« Vu d’Israël, le statu quo paraît si confortable… »

Dans cette intéressante analyse*, Dominique Moïsi, ancien assistant de Raymond Aron, et membre dirigeant de l’Institut Français pour les Relations Internationales**, explique pourquoi Israël préfère le « court-termisme » à une vision stratégique à long terme.

« Pourquoi devrais-je me suicider aujourd’hui, pour éviter d’avoir à le faire demain ? ». La réponse de certains dirigeants actuels d’Israël à ceux qui mettent en avant la question palestinienne et le lien qui peut exister avec la légitimité et la sécurité d’Israël, n’est guère encourageante.

« Le monde est devenu plus complexe et plus dangereux et la plus grande prudence s’impose ».Le gouvernement israélien a beau exprimer quelques manifestations d’intérêt et même parfois de soutien pour les révolutions arabes, en réalité l’appréhension l’emporte sur tout autre sentiment.

Les despotes d’hier comme Moubarak en Egypte n’étaient-ils pas plus « prévisibles » que des masses arabes inspirées certes pour partie par des revendications démocratiques, mais qui ne peuvent -les Israéliens en sont convaincus- que laisser place demain à des mouvements islamistes beaucoup plus hostiles à l’Occident et à Israël ?

Sur ce plan, les dirigeants d’Israël perçoivent une double convergence de vue entre l’Arabie saoudite et eux-mêmes et ce, en dépit de la profonde divergence de leurs systèmes politiques; une même préférence pour le statu quo régional et une même obsession de l’Iran.
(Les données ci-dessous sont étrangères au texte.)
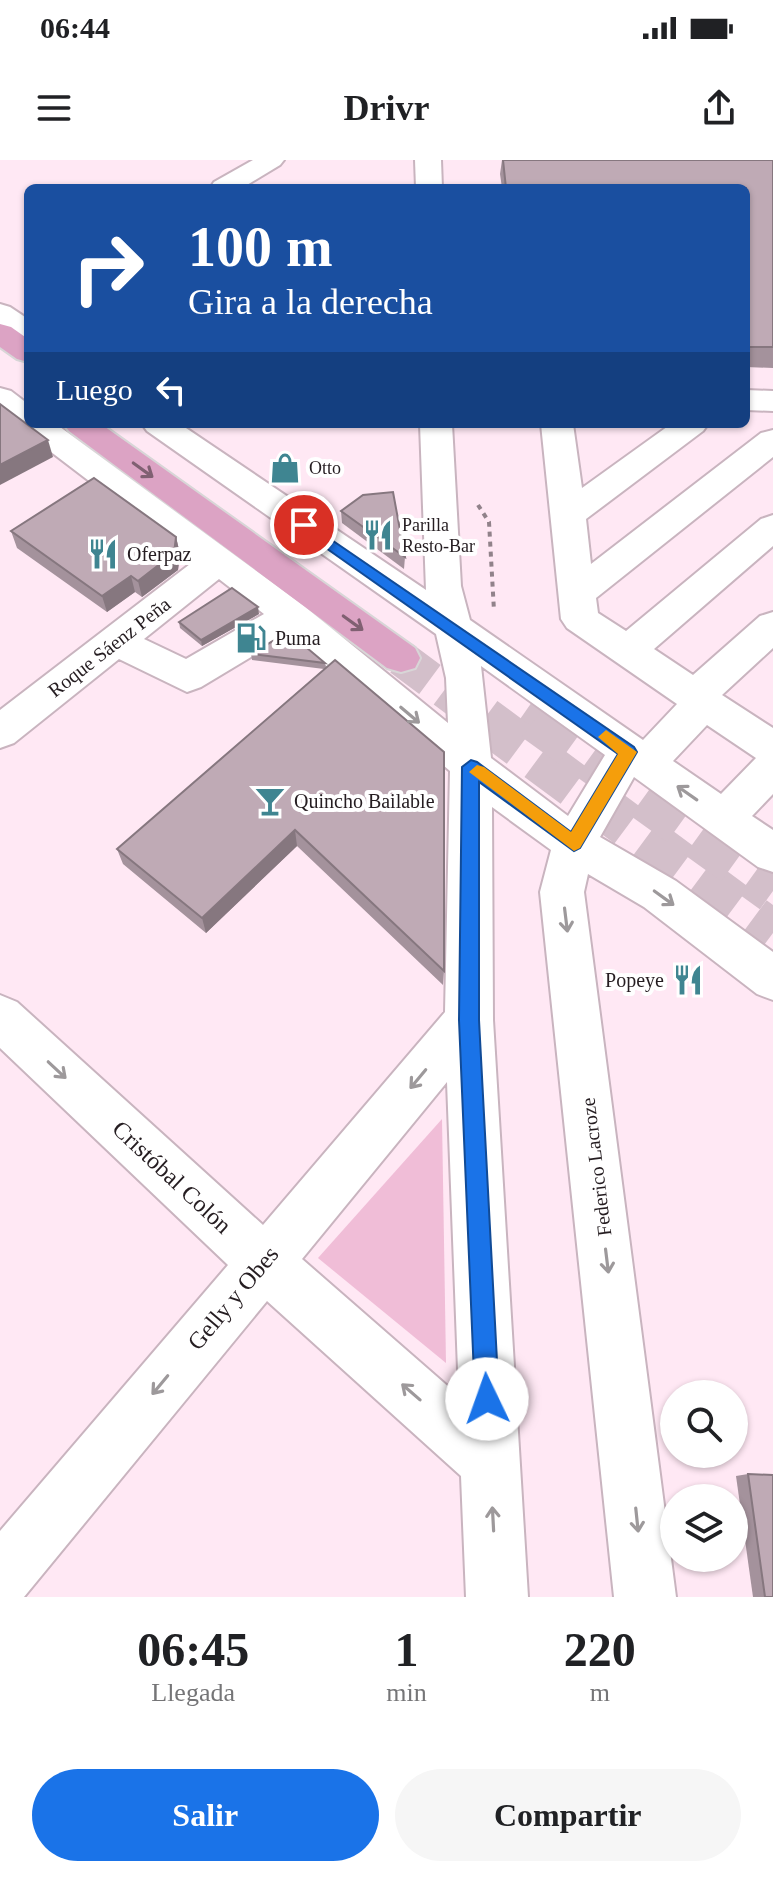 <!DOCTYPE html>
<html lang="es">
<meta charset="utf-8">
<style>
:root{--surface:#fff;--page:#f6f6f6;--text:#202124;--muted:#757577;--accent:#1a73e8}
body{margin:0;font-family:Georgia,serif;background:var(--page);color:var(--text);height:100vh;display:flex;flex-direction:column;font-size:30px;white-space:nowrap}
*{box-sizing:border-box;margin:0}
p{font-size:26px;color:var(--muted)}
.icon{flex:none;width:44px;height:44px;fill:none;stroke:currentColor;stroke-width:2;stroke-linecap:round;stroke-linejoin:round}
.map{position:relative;height:1437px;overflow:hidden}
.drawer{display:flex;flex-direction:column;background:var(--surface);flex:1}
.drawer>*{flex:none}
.guide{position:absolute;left:24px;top:24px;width:726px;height:244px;border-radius:12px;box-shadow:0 2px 6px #0004;background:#1a4fa0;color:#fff;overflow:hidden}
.buttons{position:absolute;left:660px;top:1220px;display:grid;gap:16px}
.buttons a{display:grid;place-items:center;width:88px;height:88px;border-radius:50%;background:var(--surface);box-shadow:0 2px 6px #0004;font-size:40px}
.pin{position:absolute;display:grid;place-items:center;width:68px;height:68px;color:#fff;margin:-34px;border:4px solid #fff;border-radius:50%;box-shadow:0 2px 8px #0007}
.me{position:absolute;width:88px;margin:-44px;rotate:357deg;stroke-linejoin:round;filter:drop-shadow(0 0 6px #0008)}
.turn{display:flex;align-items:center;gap:28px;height:168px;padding:0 32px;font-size:36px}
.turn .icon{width:104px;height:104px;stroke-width:2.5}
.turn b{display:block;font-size:56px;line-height:68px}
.then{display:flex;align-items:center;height:76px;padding:0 32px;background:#0003;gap:16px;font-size:30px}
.eta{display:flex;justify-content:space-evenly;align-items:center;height:136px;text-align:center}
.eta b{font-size:48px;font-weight:700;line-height:56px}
.button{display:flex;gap:16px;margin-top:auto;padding:16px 32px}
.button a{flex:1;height:92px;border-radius:48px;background:var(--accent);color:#fff;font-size:32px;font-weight:700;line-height:92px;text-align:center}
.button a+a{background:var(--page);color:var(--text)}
.status{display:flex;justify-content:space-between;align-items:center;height:56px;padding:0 40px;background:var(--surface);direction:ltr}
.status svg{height:22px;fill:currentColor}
header{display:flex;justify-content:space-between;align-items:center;height:104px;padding:0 32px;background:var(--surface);font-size:36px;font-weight:700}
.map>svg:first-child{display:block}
.green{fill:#f0bdd7}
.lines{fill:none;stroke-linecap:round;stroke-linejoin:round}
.major-tunnel-far1{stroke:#d3bfca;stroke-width:36;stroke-dasharray:36 18;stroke-linecap:butt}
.major-tunnel{stroke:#d3bfca;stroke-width:45;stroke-dasharray:45 22;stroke-linecap:butt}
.minor-casing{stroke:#c9b4bf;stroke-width:4}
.major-casing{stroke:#d8d6d7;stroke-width:4}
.path{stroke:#91828a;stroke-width:4;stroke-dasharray:5 5;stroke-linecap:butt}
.minor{fill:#fff;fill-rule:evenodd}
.major{fill:#dca3c4;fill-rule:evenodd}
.wall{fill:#a4929c}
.shaded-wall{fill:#86777f}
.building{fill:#bfaab5;stroke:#86777f;stroke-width:2}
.oneway{stroke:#806072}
.oneway2{stroke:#9d999b}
.route{fill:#1a73e8;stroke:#114b97;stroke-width:2}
.slow{fill:#f59e0b}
.labels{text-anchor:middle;stroke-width:8;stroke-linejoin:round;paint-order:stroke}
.far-poi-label{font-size:18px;fill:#251d21;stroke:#fff;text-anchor:start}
.poi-label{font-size:20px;fill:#251d21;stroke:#fff;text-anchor:start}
.street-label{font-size:20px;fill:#251d21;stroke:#fff}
.near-street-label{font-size:24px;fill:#251d21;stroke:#fff}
</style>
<div class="status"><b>06:44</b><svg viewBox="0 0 49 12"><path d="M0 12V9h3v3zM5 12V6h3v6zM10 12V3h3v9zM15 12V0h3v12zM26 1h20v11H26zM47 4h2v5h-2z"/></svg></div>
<header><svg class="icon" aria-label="menu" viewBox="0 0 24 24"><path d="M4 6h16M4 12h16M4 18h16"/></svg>Drivr<svg class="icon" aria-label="share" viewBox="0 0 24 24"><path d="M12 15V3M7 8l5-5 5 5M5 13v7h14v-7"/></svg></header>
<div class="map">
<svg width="773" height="1437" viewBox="0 0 773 1437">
<rect width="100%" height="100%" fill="#ffe8f4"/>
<polygon class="green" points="442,959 446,1203 318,1098"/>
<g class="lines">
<g class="major-tunnel-far1">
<polyline points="401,498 486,561"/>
<polyline points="525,552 538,561"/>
</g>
<g class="major-tunnel">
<polyline points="484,559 773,773"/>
<polyline points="535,559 773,731"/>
</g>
<g class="minor-casing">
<g id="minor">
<polygon points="253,0 284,0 280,5 242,28 210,28 214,22"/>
<polygon points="415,0 441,0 442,28 416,28"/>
<polygon points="0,144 10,147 28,159 28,181 17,178 0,166"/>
<path d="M 0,228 L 11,231 L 28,244 L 28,264 L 56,264 L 304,446 L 448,563 L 446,518 L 436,474 L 147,271 L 142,264 L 180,264 L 426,430 L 420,264 L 452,264 L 461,426 L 470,460 L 643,580 L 677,544 L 567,468 L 561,459 L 541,264 L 573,264 L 582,328 L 671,264 L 708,264 L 703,271 L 586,359 L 591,404 L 761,273 L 773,270 L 773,297 L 596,438 L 598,453 L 626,471 L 761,359 L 773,355 L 773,386 L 654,489 L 693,515 L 760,456 L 773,452 L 773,488 L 722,535 L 773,568 L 773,634 L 752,656 L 773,670 L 773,712 L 758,707 L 634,617 L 600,677 L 676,721 L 773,792 L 773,840 L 757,834 L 644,747 L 588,714 L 584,732 L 676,1437 L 614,1437 L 540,732 L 551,690 L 492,647 L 493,860 L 528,1437 L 466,1437 L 461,1316 L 267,1141 L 24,1437 L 0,1437 L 0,1371 L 228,1105 L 0,888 L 0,835 L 17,842 L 263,1065 L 445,852 L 450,611 L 289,474 L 201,527 L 187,532 L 119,499 L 14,583 L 0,588 L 0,550 L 194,401 L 0,253 ZM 219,419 L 264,454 L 186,499 L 144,479 ZM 481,506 L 605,595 L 568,656 L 491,598 ZM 707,565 L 756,598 L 721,634 L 673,601 ZM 447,922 L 459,1236 L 302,1099 Z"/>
<polygon points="746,230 773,231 773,251 746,250"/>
</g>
</g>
<g class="major-casing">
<g id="major">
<polygon points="0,164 11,167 28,179 28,202 17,199 0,187"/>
<polygon points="64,264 101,264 415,488 420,498 415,508 401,512 387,508 69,271"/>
</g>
</g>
<polyline class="path" points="478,345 489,362 494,451"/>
<use href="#minor" class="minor"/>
<use href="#major" class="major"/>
</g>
<g class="wall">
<polygon points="502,0 773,0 773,208 746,207 746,28 502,28 500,14"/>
<polygon points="341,351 405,397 404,409 342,363"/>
<polygon points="11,371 176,377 180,394 178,410 142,437 135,432 107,452 17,388"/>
<polygon points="259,454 202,486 180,468 179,462"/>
<polygon points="251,494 325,503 326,508 444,811 443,825 297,686 206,773 123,704 117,689 324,509 252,500"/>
<polygon points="748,1314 773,1437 753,1437 736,1316"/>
</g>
<g class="shaded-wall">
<polygon points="48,280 53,297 0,325 0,305"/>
<polygon points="176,377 180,394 178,410 142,437 138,421"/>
<polygon points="131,416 135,432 107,452 102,436"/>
<polygon points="258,447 259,454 202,486 201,480"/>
<polygon points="295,670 297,686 206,773 202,758"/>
</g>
<g class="building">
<polygon points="503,0 773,0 773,187 746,187 746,28 506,28"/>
<polygon points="0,244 48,280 0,305"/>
<polygon points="94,318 176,377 174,393 138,421 131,416 102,436 11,371"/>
<polygon points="393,332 405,397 341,351 363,335"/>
<polygon points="232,428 258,447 201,480 179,462"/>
<polygon points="288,472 325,503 251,494"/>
<polygon points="335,500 444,592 444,811 295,670 202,758 117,689"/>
<polygon points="748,1314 773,1315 773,1437 765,1437"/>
</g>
<defs><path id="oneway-shaft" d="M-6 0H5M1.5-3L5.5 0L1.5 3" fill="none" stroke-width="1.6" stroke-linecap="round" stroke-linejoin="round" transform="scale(2)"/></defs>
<g class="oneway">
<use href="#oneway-shaft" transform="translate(143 310) rotate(36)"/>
<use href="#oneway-shaft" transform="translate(353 463) rotate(36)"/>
</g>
<g class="oneway2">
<use href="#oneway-shaft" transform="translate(410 555) rotate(40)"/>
<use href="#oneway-shaft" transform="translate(687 633) rotate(-145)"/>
<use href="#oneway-shaft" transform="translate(664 738) rotate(36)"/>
<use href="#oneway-shaft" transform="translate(566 760) rotate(83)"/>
<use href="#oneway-shaft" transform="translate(57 910) rotate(43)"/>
<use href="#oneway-shaft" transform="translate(418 919) rotate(130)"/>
<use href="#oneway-shaft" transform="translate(607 1101) rotate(83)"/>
<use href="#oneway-shaft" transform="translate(160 1225) rotate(130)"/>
<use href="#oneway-shaft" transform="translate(411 1232) rotate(-139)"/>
<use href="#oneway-shaft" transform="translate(493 1359) rotate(-93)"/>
<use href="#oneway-shaft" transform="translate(637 1360) rotate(84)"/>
</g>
<polygon class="route" points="304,361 634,587 637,592 580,688 574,691 479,622 479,860 499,1239 496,1247 487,1250 479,1247 475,1239 459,860 462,607 471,600 477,602 571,672 618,594 299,369 299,362"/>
<polygon class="slow" points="606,570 637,592 580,688 574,691 469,612 477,605 484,607 571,672 618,594 598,577"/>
<defs>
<g id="shop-bare" transform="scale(2.4)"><path d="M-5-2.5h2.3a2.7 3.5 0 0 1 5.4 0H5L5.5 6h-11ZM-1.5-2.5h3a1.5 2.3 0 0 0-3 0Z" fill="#3f8591" stroke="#fff" stroke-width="2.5" paint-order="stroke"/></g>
<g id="restaurant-bare" transform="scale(2.4)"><path d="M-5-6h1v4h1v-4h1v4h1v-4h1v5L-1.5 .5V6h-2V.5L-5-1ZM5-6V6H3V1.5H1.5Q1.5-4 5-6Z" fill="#3f8591" stroke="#fff" stroke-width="2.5" paint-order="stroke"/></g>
<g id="fuel-bare" transform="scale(2.4)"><path d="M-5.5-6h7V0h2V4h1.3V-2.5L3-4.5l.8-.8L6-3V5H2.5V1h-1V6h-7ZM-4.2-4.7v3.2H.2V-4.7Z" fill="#3f8591" stroke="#fff" stroke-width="2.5" paint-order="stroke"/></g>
<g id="bar-bare" transform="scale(2.4)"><path d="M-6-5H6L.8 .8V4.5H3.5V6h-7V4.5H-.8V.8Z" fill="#3f8591" stroke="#fff" stroke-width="2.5" paint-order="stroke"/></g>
</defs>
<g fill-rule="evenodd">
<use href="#shop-bare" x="285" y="308"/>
<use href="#restaurant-bare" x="378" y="375"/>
<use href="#restaurant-bare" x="103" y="394"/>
<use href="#fuel-bare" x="251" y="478"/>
<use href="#bar-bare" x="270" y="641"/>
<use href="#restaurant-bare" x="688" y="820"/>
</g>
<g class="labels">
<g class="far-poi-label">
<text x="309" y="314">Otto</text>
<text x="402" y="371">Parilla<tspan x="402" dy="21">Resto-Bar</tspan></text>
</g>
<g class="poi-label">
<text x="127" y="401">Oferpaz</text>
<text x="275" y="485">Puma</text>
<text x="294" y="648">Quincho Bailable</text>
<text x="664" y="827" text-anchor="end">Popeye</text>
</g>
<g class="street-label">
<text transform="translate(109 487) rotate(-38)" y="7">Roque Sáenz Peña</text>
<text transform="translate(596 1007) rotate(-97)" y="7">Federico Lacroze</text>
</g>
<g class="near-street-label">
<text transform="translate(172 1017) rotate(43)" y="8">Cristóbal Colón</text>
<text transform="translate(233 1138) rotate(-50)" y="8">Gelly y Obes</text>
</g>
</g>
</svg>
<div class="buttons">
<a><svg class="icon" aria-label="search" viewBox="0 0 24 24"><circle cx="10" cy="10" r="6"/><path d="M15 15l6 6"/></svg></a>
<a><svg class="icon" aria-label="layers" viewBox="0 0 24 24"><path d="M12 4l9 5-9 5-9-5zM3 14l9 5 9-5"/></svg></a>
</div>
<div class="pin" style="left:304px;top:365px;background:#d93025"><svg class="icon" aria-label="arrive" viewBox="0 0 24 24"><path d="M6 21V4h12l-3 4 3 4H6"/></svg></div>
<svg class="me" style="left:487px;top:1239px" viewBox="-20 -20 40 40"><circle r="19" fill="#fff"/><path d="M0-13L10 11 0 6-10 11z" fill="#1a73e8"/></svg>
<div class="guide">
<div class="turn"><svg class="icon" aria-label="right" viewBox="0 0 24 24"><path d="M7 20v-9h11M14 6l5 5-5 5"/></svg><div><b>100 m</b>Gira a la derecha</div></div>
<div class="then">Luego<svg class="icon" aria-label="left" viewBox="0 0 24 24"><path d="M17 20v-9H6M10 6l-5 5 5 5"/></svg></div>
</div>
</div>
<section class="drawer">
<div class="eta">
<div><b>06:45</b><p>Llegada</p></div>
<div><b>1</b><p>min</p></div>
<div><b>220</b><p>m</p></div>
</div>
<div class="button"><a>Salir</a><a>Compartir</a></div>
</section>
De là à rêver d’un nouveau « triangle stratégique » entre Jérusalem, Ankara et Riyad (nouvelle version du « triangle non arabe » entre Jérusalem, Ankara et Téhéran, qu’ils évoquaient avant la révolution iranienne), il n’y a qu’un pas, que de nombreux stratèges israéliens n’hésitent pas à franchir.

L’irritation croissante de la Turquie à l’égard du régime syrien ne constitue-t-elle pas une occasion rêvée pour renouer des liens privilégiés avec le régime d’Erdogan ? Il faudrait certes faire un geste sur la question palestinienne, mais les divisions entre Palestiniens demeurent si profondes que toute avancée réelle paraît de toute façon exclue…

L’essentiel est de « tenir encore deux ou trois générations » dans un environnement toujours plus complexe sinon plus hostile. L’Amérique aux prises avec des déficits faramineux n’est plus tout à fait ce qu’elle était.

Il est peut-être excessif de parler de déclin, mais sa volonté de désengagement est bien réelle. De plus, avec Barack Obama au pouvoir, il n’est plus possible de tout à fait compter sur elle.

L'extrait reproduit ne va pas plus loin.